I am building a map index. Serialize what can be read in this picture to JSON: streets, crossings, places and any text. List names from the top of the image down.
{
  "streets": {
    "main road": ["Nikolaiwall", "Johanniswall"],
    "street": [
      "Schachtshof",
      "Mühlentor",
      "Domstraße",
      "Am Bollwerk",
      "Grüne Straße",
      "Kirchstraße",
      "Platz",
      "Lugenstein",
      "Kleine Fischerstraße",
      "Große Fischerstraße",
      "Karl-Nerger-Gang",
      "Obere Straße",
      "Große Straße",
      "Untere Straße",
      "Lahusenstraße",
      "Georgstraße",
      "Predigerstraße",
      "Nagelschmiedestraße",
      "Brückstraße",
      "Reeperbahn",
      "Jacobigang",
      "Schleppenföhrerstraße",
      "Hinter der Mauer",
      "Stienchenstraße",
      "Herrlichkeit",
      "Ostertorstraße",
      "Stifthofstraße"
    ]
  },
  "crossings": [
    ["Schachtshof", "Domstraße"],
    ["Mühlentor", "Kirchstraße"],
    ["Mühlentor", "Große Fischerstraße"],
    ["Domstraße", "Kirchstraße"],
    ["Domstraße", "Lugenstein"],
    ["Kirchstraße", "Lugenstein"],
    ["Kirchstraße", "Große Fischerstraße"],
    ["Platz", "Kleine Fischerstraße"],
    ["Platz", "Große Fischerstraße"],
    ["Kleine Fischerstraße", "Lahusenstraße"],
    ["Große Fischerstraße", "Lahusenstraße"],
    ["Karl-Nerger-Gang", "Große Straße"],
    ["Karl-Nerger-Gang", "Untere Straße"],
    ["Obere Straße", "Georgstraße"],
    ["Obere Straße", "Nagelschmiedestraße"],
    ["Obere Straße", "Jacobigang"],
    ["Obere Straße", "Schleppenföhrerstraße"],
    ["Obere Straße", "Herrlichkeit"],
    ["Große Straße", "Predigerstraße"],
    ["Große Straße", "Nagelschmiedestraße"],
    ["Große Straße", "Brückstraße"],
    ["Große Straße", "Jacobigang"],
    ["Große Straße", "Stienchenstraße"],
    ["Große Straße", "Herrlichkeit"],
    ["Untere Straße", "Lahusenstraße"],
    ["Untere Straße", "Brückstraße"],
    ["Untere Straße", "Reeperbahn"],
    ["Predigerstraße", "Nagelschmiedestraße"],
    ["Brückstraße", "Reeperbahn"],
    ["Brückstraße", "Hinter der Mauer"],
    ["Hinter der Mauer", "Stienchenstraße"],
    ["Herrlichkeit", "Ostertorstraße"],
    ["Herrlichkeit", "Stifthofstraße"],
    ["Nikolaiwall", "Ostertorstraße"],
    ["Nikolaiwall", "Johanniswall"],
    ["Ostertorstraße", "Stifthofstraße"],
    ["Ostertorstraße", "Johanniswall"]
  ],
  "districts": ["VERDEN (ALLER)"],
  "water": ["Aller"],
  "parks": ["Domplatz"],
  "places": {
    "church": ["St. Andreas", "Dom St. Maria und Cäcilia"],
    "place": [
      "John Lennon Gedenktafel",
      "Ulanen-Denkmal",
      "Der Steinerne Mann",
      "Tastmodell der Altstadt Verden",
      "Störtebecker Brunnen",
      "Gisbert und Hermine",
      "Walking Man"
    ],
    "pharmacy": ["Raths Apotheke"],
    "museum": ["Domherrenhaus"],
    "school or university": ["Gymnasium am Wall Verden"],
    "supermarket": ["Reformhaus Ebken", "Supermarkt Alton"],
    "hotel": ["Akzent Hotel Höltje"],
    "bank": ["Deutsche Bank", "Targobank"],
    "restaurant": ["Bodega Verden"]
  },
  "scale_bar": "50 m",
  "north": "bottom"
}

● ● ● ● ● ● ●

→ **Your assignment**
The full set of records above is to be printed again verbatim.

→ **Your solution**
I am building a map index. Serialize what can be read in this picture to JSON: streets, crossings, places and any text. List names from the top of the image down.
{
  "streets": {
    "main road": ["Nikolaiwall", "Johanniswall"],
    "street": [
      "Schachtshof",
      "Mühlentor",
      "Domstraße",
      "Am Bollwerk",
      "Grüne Straße",
      "Kirchstraße",
      "Platz",
      "Lugenstein",
      "Kleine Fischerstraße",
      "Große Fischerstraße",
      "Karl-Nerger-Gang",
      "Obere Straße",
      "Große Straße",
      "Untere Straße",
      "Lahusenstraße",
      "Georgstraße",
      "Predigerstraße",
      "Nagelschmiedestraße",
      "Brückstraße",
      "Reeperbahn",
      "Jacobigang",
      "Schleppenföhrerstraße",
      "Hinter der Mauer",
      "Stienchenstraße",
      "Herrlichkeit",
      "Ostertorstraße",
      "Stifthofstraße"
    ]
  },
  "crossings": [
    ["Schachtshof", "Domstraße"],
    ["Mühlentor", "Kirchstraße"],
    ["Mühlentor", "Große Fischerstraße"],
    ["Domstraße", "Kirchstraße"],
    ["Domstraße", "Lugenstein"],
    ["Kirchstraße", "Lugenstein"],
    ["Kirchstraße", "Große Fischerstraße"],
    ["Platz", "Kleine Fischerstraße"],
    ["Platz", "Große Fischerstraße"],
    ["Kleine Fischerstraße", "Lahusenstraße"],
    ["Große Fischerstraße", "Lahusenstraße"],
    ["Karl-Nerger-Gang", "Große Straße"],
    ["Karl-Nerger-Gang", "Untere Straße"],
    ["Obere Straße", "Georgstraße"],
    ["Obere Straße", "Nagelschmiedestraße"],
    ["Obere Straße", "Jacobigang"],
    ["Obere Straße", "Schleppenföhrerstraße"],
    ["Obere Straße", "Herrlichkeit"],
    ["Große Straße", "Predigerstraße"],
    ["Große Straße", "Nagelschmiedestraße"],
    ["Große Straße", "Brückstraße"],
    ["Große Straße", "Jacobigang"],
    ["Große Straße", "Stienchenstraße"],
    ["Große Straße", "Herrlichkeit"],
    ["Untere Straße", "Lahusenstraße"],
    ["Untere Straße", "Brückstraße"],
    ["Untere Straße", "Reeperbahn"],
    ["Predigerstraße", "Nagelschmiedestraße"],
    ["Brückstraße", "Reeperbahn"],
    ["Brückstraße", "Hinter der Mauer"],
    ["Hinter der Mauer", "Stienchenstraße"],
    ["Herrlichkeit", "Ostertorstraße"],
    ["Herrlichkeit", "Stifthofstraße"],
    ["Nikolaiwall", "Ostertorstraße"],
    ["Nikolaiwall", "Johanniswall"],
    ["Ostertorstraße", "Stifthofstraße"],
    ["Ostertorstraße", "Johanniswall"]
  ],
  "districts": ["VERDEN (ALLER)"],
  "water": ["Aller"],
  "parks": ["Domplatz"],
  "places": {
    "church": ["St. Andreas", "Dom St. Maria und Cäcilia"],
    "place": [
      "John Lennon Gedenktafel",
      "Ulanen-Denkmal",
      "Der Steinerne Mann",
      "Tastmodell der Altstadt Verden",
      "Störtebecker Brunnen",
      "Gisbert und Hermine",
      "Walking Man"
    ],
    "pharmacy": ["Raths Apotheke"],
    "museum": ["Domherrenhaus"],
    "school or university": ["Gymnasium am Wall Verden"],
    "supermarket": ["Reformhaus Ebken", "Supermarkt Alton"],
    "hotel": ["Akzent Hotel Höltje"],
    "bank": ["Deutsche Bank", "Targobank"],
    "restaurant": ["Bodega Verden"]
  },
  "scale_bar": "50 m",
  "north": "bottom"
}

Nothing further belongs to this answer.